Submitted to: Annual Meeting of the Institute of Food Technologists
Publication Type: Abstract Only
Publication Acceptance Date: 2/18/2010
Publication Date: 7/17/2010
Citation: Lee, J., Scagel, C.F. 2010. Caffeic acid derivatives in market available Lamiaceae and Echinacea purpurea products. Annual Meeting of the Institute of Food Technologists. IFT National Meeting Book of Abstracts. Abstract 289-06.

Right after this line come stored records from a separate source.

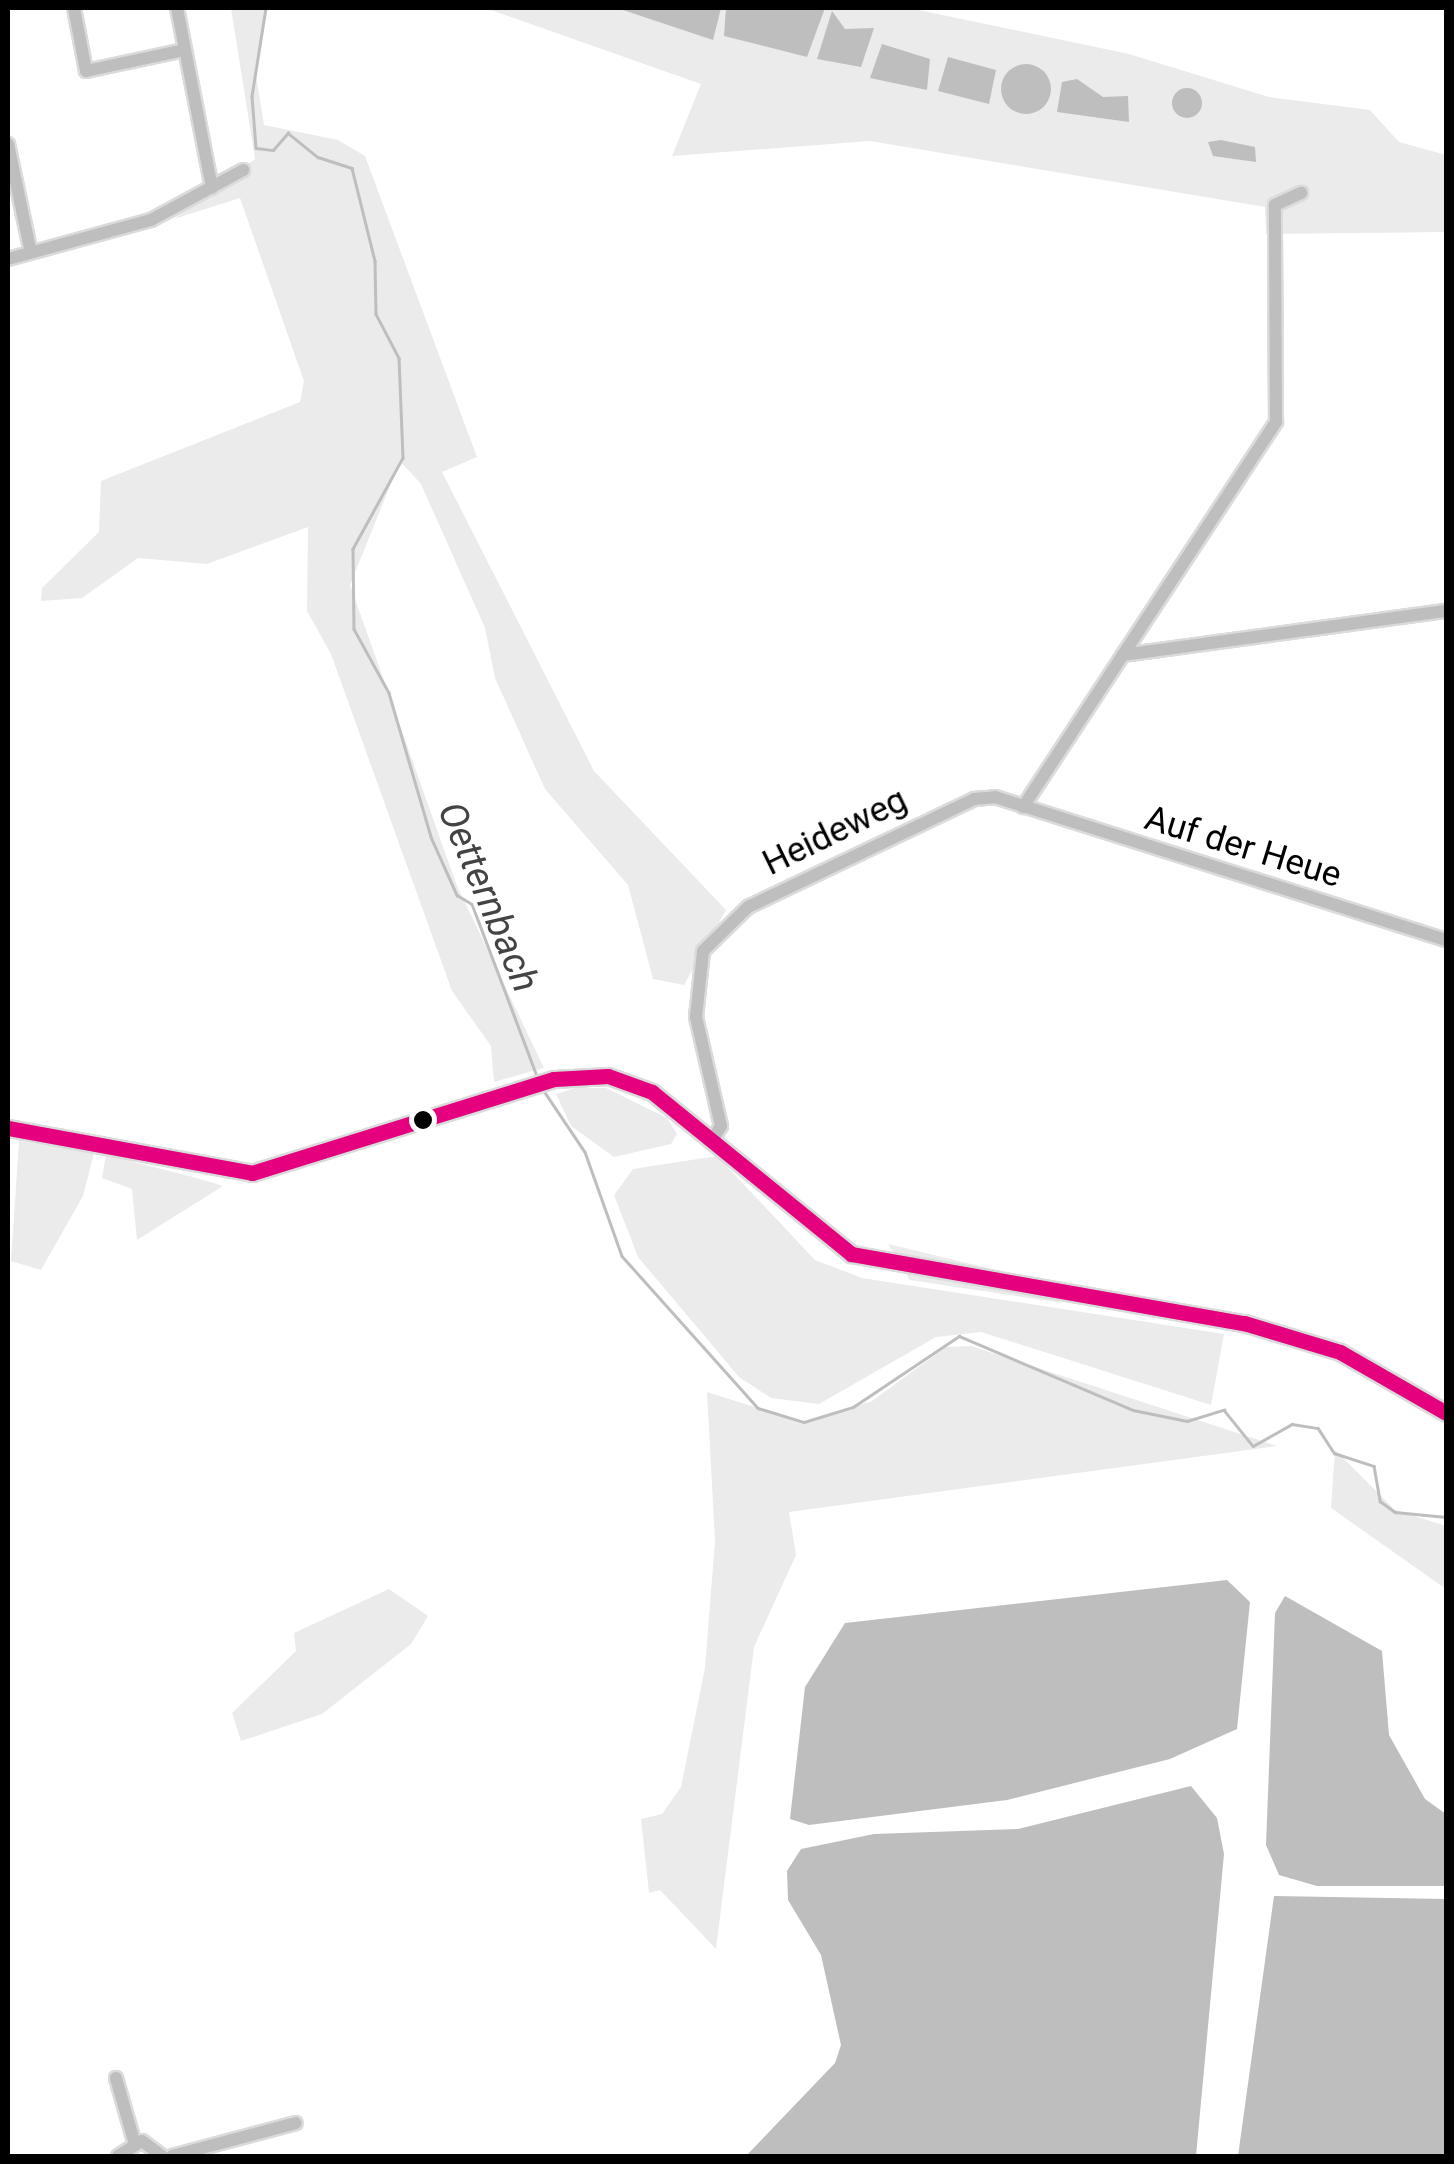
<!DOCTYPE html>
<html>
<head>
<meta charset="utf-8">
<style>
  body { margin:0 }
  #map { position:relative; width:1454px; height:2164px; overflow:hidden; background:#fff; font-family:Roboto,sans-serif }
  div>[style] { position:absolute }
  .green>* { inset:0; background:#ebebeb }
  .water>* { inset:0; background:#bebebe }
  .round { border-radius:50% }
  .stream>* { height:2.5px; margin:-1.25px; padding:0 1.25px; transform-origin:1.25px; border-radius:1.25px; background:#bebebe }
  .roads { filter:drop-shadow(2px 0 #dbdbdb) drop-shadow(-2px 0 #dbdbdb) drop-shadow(0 2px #dbdbdb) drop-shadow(0 -2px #dbdbdb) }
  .minor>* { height:12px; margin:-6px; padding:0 6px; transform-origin:6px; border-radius:6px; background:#bebebe }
  .major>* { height:15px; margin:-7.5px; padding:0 7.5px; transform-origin:7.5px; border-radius:7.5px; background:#bebebe }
  .bus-1>* { height:15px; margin:-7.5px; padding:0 7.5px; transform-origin:7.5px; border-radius:7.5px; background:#e5007d }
  .dots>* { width:28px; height:28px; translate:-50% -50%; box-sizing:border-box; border:5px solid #fff; border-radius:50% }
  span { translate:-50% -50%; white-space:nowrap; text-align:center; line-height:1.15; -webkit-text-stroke:8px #fff; paint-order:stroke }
  .street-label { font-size:35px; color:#000 }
  .water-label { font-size:38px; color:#434343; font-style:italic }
  .frame { position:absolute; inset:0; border:10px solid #000; pointer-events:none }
</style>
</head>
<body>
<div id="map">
  <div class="green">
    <div style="clip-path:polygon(231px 8px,268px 8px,255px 69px,264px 125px,338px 140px,365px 156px,477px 457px,442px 472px,594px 771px,726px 910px,684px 985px,653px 979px,628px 885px,545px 789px,495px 678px,485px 628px,421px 484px,400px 461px,350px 585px,457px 886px,544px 1068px,494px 1082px,491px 1046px,452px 991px,331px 654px,307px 611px,308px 527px,207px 564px,138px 558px,82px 598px,41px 601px,42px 588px,99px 532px,101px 481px,300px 402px,304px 381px,240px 198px,174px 219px,255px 159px)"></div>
    <div style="clip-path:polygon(485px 8px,909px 8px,1129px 54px,1269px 97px,1370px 110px,1399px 142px,1446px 155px,1446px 232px,1266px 234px,1265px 207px,870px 141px,672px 156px,701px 84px)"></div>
    <div style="clip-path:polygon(575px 1088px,606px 1088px,667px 1118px,677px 1134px,671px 1144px,614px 1157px,571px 1126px,556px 1094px)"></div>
    <div style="clip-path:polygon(19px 1141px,94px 1153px,83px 1196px,41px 1270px,11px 1261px)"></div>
    <div style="clip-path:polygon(106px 1155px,193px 1177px,223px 1186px,137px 1240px,132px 1189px,102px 1178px)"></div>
    <div style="clip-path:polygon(717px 1156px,815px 1260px,862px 1278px,1224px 1334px,1211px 1405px,981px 1332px,936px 1337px,819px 1404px,771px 1398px,739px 1377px,638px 1257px,614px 1195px,633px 1169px)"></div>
    <div style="clip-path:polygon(888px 1244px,1029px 1278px,1062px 1303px,910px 1280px)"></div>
    <div style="clip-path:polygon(971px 1346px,1277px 1446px,789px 1512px,796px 1555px,754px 1647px,716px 1949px,660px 1890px,649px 1893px,641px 1819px,662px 1814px,681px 1787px,705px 1668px,715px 1541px,707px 1392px,805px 1423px,872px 1401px,946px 1347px)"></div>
    <div style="clip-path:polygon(1335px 1450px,1395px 1510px,1446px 1526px,1446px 1589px,1331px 1508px)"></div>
    <div style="clip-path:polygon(389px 1589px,428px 1616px,411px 1644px,322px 1714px,241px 1741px,232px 1713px,296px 1651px,294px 1633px)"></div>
  </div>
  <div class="water">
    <div style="clip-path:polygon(617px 8px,721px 8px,713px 40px)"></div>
    <div style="clip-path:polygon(726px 8px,825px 8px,807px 57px,724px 36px)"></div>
    <div style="clip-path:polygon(832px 11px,845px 29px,874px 28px,861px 67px,817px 59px)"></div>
    <div style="clip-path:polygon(882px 44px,930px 59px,927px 90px,870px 78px)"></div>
    <div style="clip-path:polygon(948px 57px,996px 70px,989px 104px,938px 91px)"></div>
    <div class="round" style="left:1001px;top:64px;width:50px;height:50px"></div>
    <div style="clip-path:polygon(1077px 79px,1103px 97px,1128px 96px,1129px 122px,1057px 112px,1062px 82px)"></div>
    <div class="round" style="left:1172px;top:88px;width:30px;height:30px"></div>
    <div style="clip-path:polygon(1221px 140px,1255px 147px,1256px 162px,1213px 156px,1208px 142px)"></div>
    <div style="clip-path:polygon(1227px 1580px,1250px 1602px,1237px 1729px,1170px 1759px,1007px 1800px,809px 1825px,790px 1819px,805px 1687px,845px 1623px)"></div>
    <div style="clip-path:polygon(1285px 1596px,1382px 1651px,1389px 1735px,1425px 1799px,1446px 1814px,1446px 1886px,1317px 1886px,1279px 1875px,1266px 1845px,1275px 1613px)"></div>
    <div style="clip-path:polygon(1191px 1786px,1217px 1818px,1224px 1854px,1196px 2156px,746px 2156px,835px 2063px,841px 2045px,821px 1955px,788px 1900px,787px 1871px,801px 1849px,874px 1834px,1018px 1829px)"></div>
    <div style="clip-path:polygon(1274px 1896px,1446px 1899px,1446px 2156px,1238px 2156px)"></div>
  </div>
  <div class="stream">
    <div style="left:266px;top:8px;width:89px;rotate:99deg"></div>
    <div style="left:252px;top:96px;width:52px;rotate:85.6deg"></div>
    <div style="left:256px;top:148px;width:17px;rotate:7deg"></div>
    <div style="left:273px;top:150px;width:23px;rotate:-49deg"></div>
    <div style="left:288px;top:133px;width:38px;rotate:39deg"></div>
    <div style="left:318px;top:157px;width:36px;rotate:18deg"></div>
    <div style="left:352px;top:168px;width:96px;rotate:76.1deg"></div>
    <div style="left:375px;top:261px;width:53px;rotate:88.9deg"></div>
    <div style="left:376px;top:314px;width:50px;rotate:62.4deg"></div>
    <div style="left:399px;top:358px;width:100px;rotate:87.7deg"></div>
    <div style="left:403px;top:458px;width:104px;rotate:118.8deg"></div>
    <div style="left:353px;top:549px;width:80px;rotate:89.3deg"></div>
    <div style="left:354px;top:629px;width:73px;rotate:61.3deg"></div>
    <div style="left:389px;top:693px;width:150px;rotate:73.7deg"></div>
    <div style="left:431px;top:837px;width:64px;rotate:65.9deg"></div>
    <div style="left:457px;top:895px;width:17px;rotate:31deg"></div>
    <div style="left:472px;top:904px;width:187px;rotate:69.3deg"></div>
    <div style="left:544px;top:1091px;width:73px;rotate:56.1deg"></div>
    <div style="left:585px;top:1152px;width:110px;rotate:70.4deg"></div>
    <div style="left:622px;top:1256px;width:204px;rotate:48.2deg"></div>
    <div style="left:758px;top:1408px;width:48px;rotate:16.9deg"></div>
    <div style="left:804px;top:1422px;width:51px;rotate:-17deg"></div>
    <div style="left:853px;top:1407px;width:128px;rotate:-33.8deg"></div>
    <div style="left:959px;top:1336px;width:189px;rotate:23deg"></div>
    <div style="left:1133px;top:1410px;width:55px;rotate:11.5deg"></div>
    <div style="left:1187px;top:1421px;width:39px;rotate:-17deg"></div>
    <div style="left:1224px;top:1410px;width:46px;rotate:51.1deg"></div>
    <div style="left:1253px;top:1446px;width:45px;rotate:-29.4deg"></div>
    <div style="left:1292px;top:1424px;width:26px;rotate:9deg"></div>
    <div style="left:1318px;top:1428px;width:30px;rotate:57deg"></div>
    <div style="left:1334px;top:1453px;width:42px;rotate:18deg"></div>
    <div style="left:1374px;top:1466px;width:36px;rotate:80deg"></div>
    <div style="left:1380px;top:1501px;width:19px;rotate:36deg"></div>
    <div style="left:1395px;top:1512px;width:51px;rotate:5.6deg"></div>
  </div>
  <div class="roads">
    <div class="minor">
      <div style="left:74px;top:8px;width:64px;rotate:79.2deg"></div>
      <div style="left:86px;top:71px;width:100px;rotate:-12.1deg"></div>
      <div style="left:177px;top:8px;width:183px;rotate:79deg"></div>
      <div style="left:8px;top:144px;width:111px;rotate:78.1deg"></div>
      <div style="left:8px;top:259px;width:148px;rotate:-15.3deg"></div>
      <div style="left:151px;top:220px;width:105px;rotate:-28.5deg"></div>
      <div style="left:1123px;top:655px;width:326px;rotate:-7.8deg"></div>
      <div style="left:1023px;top:807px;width:461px;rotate:-56.7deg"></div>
      <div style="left:1276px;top:422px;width:217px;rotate:-90.3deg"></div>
      <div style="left:1275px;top:205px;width:29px;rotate:-25deg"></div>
      <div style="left:711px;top:1142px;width:19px;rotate:-58deg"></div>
      <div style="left:721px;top:1126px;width:112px;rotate:-102.9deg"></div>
      <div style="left:696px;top:1017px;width:66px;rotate:-83.9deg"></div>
      <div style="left:703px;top:951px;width:63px;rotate:-44.4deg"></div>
      <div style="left:748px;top:907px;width:250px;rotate:-25.5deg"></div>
      <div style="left:974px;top:799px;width:21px;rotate:-5deg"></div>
      <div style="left:995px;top:797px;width:473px;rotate:17.6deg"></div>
      <div style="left:116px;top:2078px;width:66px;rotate:74.1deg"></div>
      <div style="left:118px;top:2156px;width:28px;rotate:-32deg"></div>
      <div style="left:142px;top:2141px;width:25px;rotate:37deg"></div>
      <div style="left:172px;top:2156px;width:128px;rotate:-14.9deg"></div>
    </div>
    <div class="major">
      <div style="left:8px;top:1128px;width:248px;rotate:10.4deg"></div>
      <div style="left:252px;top:1173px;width:316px;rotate:-17.3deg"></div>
      <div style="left:554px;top:1079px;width:54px;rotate:-3.2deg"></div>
      <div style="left:608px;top:1076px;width:47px;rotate:20deg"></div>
      <div style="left:652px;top:1092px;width:257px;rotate:39.1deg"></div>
      <div style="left:851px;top:1254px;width:399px;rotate:10deg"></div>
      <div style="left:1244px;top:1323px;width:100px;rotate:16.8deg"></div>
      <div style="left:1340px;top:1352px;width:122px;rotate:29.9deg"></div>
    </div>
  </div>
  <div class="bus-1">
    <div style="left:8px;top:1128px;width:248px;rotate:10.4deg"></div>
    <div style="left:252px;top:1173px;width:316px;rotate:-17.3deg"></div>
    <div style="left:554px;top:1079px;width:54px;rotate:-3.2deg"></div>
    <div style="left:608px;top:1076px;width:47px;rotate:20deg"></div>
    <div style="left:652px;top:1092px;width:257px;rotate:39.1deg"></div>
    <div style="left:851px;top:1254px;width:399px;rotate:10deg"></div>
    <div style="left:1244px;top:1323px;width:100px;rotate:16.8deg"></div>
    <div style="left:1340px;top:1352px;width:122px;rotate:29.9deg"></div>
  </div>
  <div class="dots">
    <div style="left:423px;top:1120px;background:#000"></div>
  </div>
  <div class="street-label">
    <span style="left:835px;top:832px;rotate:-26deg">Heideweg</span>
    <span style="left:1243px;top:847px;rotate:17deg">Auf der Heue</span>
  </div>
  <div class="water-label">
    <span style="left:488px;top:897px;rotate:67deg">Oetternbach</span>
  </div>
  <div class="frame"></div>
</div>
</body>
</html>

Technical Abstract: Fresh basil leaves contain chicoric acid, the principal phenolic compound of Echinacea purpurea and purportedly the active ingredient in its dietary supplements. Our group discovered and first reported chicoric acid in basil. This following study examined the distribution of chicoric acid within the family Lamiaceae. We wanted to explore if chicoric acid can be found in other herb products from Lamiaceae. The main objective of this study was to identify and determine chicoric acid levels within Lamiaceae and Asteraceae products purchasable from local markets. The second objective was to determine basil phenolic retention during commercial processing, by analyzing fresh plant material and resultant freeze-dried products. All available solid samples from local markets were purchased, liquid nitrogen powdered, and chemically extracted. Aqueous extracts were C18 cleaned and analyzed by HPLC-DAD or HPLC-MS, under conditions previously published by our laboratory. Peaks were monitored at 280, 320, and 370 nm. Identification was based on UV-VIS spectra, retention times, mass spectra, then quantified by DAD with caffeic acid and quercetin-rutinoside. Rosmarinic acid was the dominant phenolic acid in all Lamiaceae samples, ranging from 2.04 mg to 622.27 mg /100g. Of the non-basil Lamiaceae herbs incorporated in this study (marjoram, oregano, peppermint, rosemary, sage, spearmint, and thyme), only lemon balm contained chicoric acid. A wide range of chicoric acid (2.23 – 258.70mg / 100g or 100mL) was found in dried basil, fresh basil leaves, E. purpurea extracts, E. purpurea capsules, and dried lemon balm. This work demonstrates that room remains for increasing phytochemicals retained in everyday food ingredients.